* _INPUT DATA_
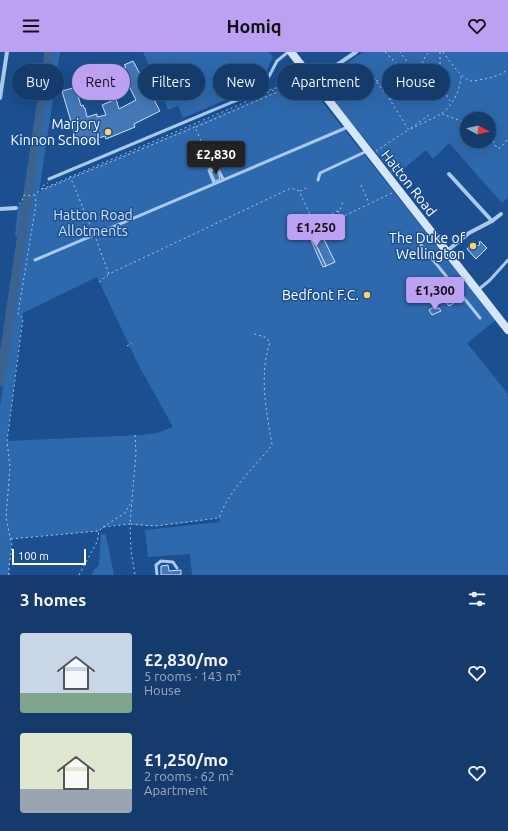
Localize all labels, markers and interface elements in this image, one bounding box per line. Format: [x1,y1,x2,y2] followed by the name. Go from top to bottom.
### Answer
--
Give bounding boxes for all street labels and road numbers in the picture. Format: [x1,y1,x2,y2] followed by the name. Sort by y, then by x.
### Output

* _WHAT IS NEEDED_
Only lines holding "labels" are wanted; copy all of them from the listing.

* _SOLVED EXERCISE_
Localize all labels, markers and interface elements in this image, one bounding box per line. Format: [x1,y1,x2,y2] followed by the name. Go from top to bottom.
Give bounding boxes for all street labels and road numbers in the picture. Format: [x1,y1,x2,y2] followed by the name. Sort by y, then by x.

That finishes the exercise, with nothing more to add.